What to work on: Which of the lines in the records below hold the string "JSON"? Copy every one of them.

Task material:
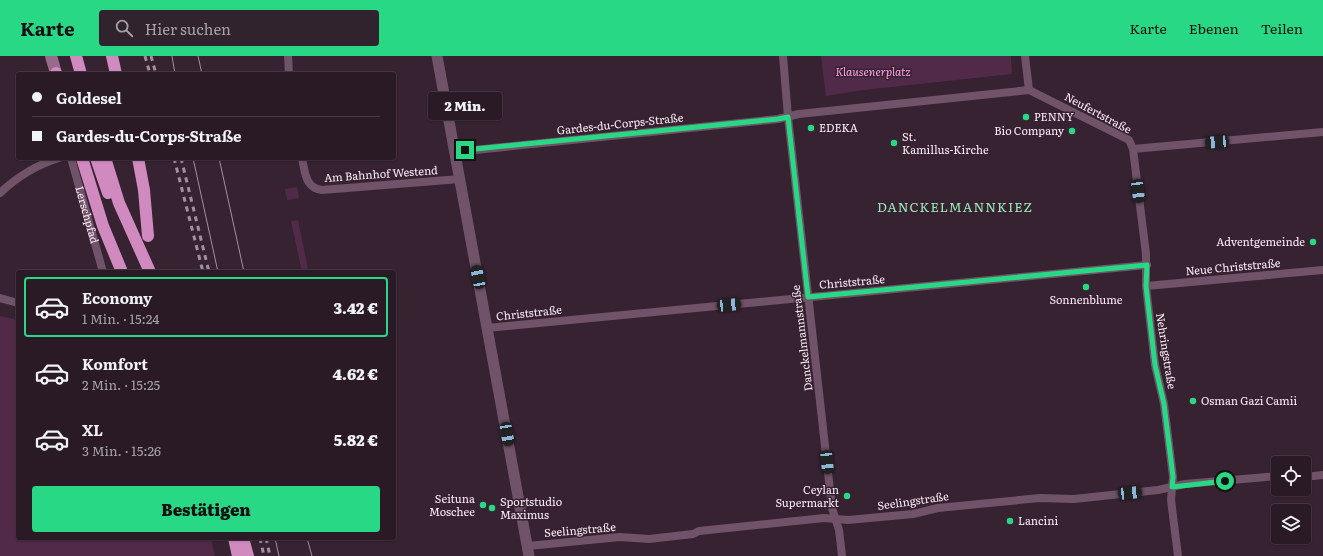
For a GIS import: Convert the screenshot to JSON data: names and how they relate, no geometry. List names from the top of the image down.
{
  "streets": {
    "street": [
      "Neufertstraße",
      "Gardes-du-Corps-Straße",
      "Am Bahnhof Westend",
      "Lerschpfad",
      "Neue Christstraße",
      "Christstraße",
      "Danckelmannstraße",
      "Nehringstraße",
      "Seelingstraße"
    ]
  },
  "crossings": [
    ["Neufertstraße", "Nehringstraße"],
    ["Gardes-du-Corps-Straße", "Danckelmannstraße"],
    ["Neue Christstraße", "Nehringstraße"],
    ["Christstraße", "Danckelmannstraße"],
    ["Christstraße", "Nehringstraße"],
    ["Danckelmannstraße", "Seelingstraße"],
    ["Nehringstraße", "Seelingstraße"]
  ],
  "districts": ["DANCKELMANNKIEZ"],
  "parks": ["Klausenerplatz"],
  "places": [
    "PENNY",
    "EDEKA",
    "Bio Company",
    "St. Kamillus-Kirche",
    "Adventgemeinde",
    "Sonnenblume",
    "Osman Gazi Camii",
    "Ceylan Supermarkt",
    "Seituna Moschee",
    "Sportstudio Maximus",
    "Lancini"
  ],
  "page": {
    "header": "Karte",
    "search": "Hier suchen",
    "nav": ["Karte", "Ebenen", "Teilen"],
    "banner": ["Goldesel", "Gardes-du-Corps-Straße"],
    "bubble": "2 Min.",
    "list": [
      {
        "name": "Economy",
        "note": "1 Min. · 15:24",
        "value": "3.42 €"
      },
      {
        "name": "Komfort",
        "note": "2 Min. · 15:25",
        "value": "4.62 €"
      },
      {
        "name": "XL",
        "note": "3 Min. · 15:26",
        "value": "5.82 €"
      }
    ],
    "buttons": "Bestätigen"
  }
}
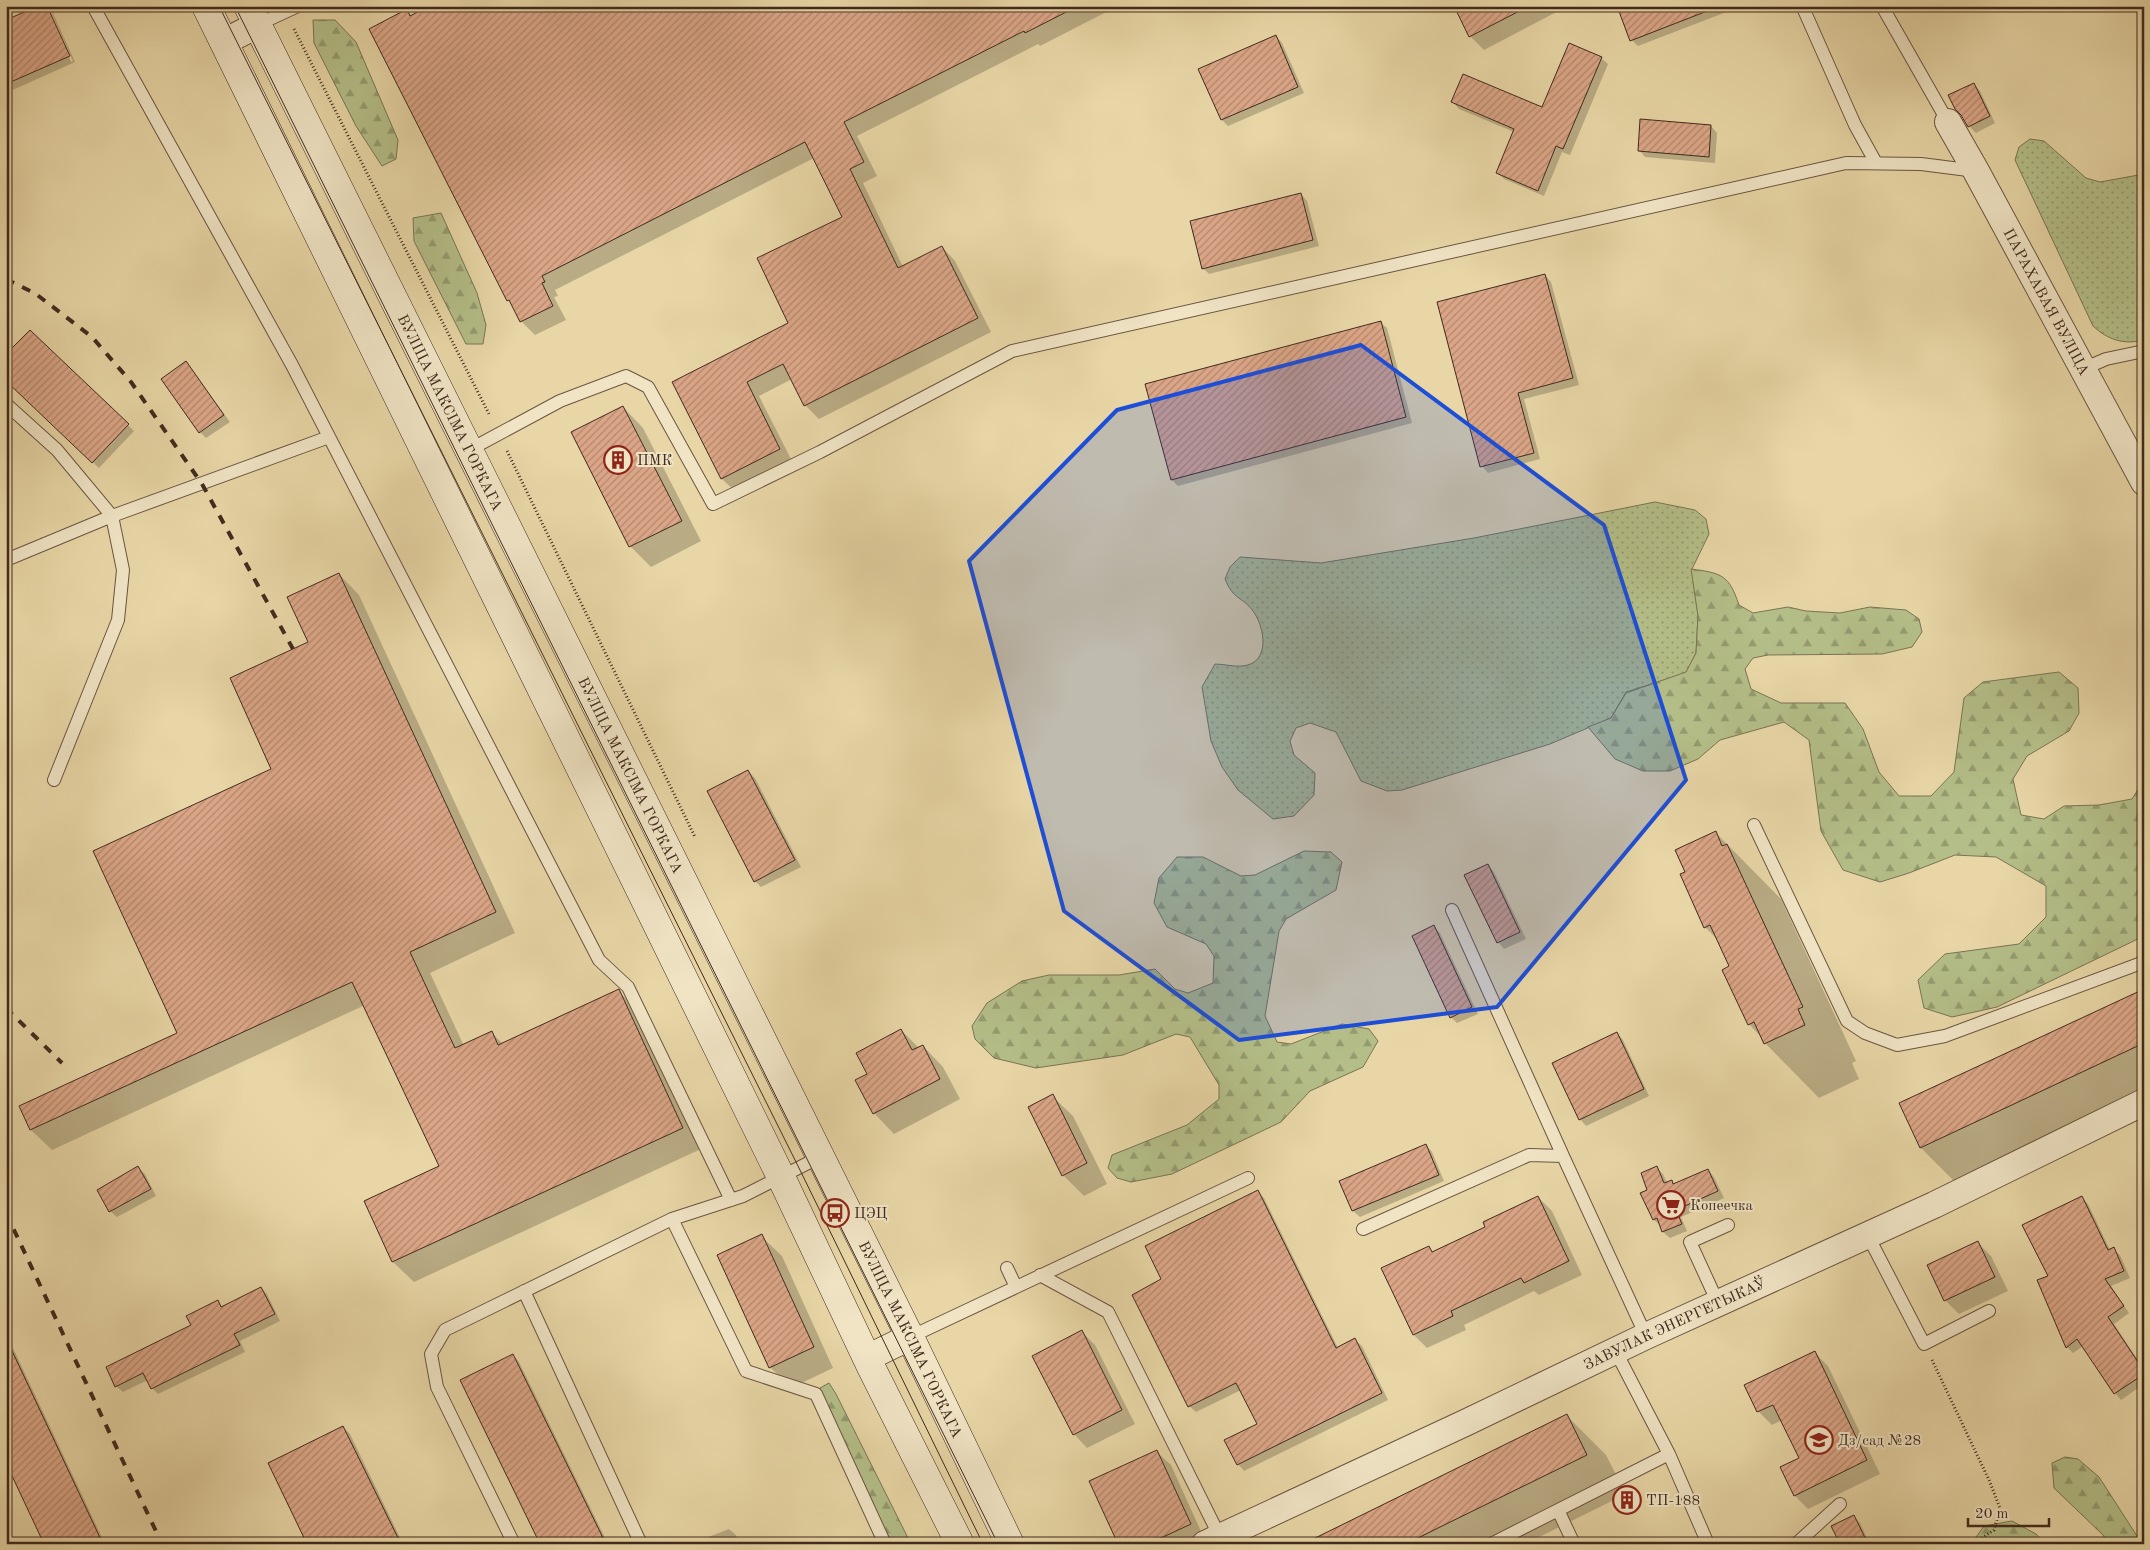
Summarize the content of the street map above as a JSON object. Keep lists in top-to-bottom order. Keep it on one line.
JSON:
{"streets":{"main road":["ВУЛІЦА МАКСІМА ГОРКАГА"],"street":["ПАРАХАВАЯ ВУЛІЦА","ЗАВУЛАК ЭНЕРГЕТЫКАЎ"]},"places":{"building":["ПМК","ТП-188"],"supermarket":["Копеечка"],"bus stop":["ЦЭЦ"],"school or university":["Дз/сад №28"]},"scale_bar":"20 m"}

Result of the task:
For a GIS import: Convert the screenshot to JSON data: names and how they relate, no geometry. List names from the top of the image down.
Summarize the content of the street map above as a JSON object. Keep lists in top-to-bottom order. Keep it on one line.
JSON:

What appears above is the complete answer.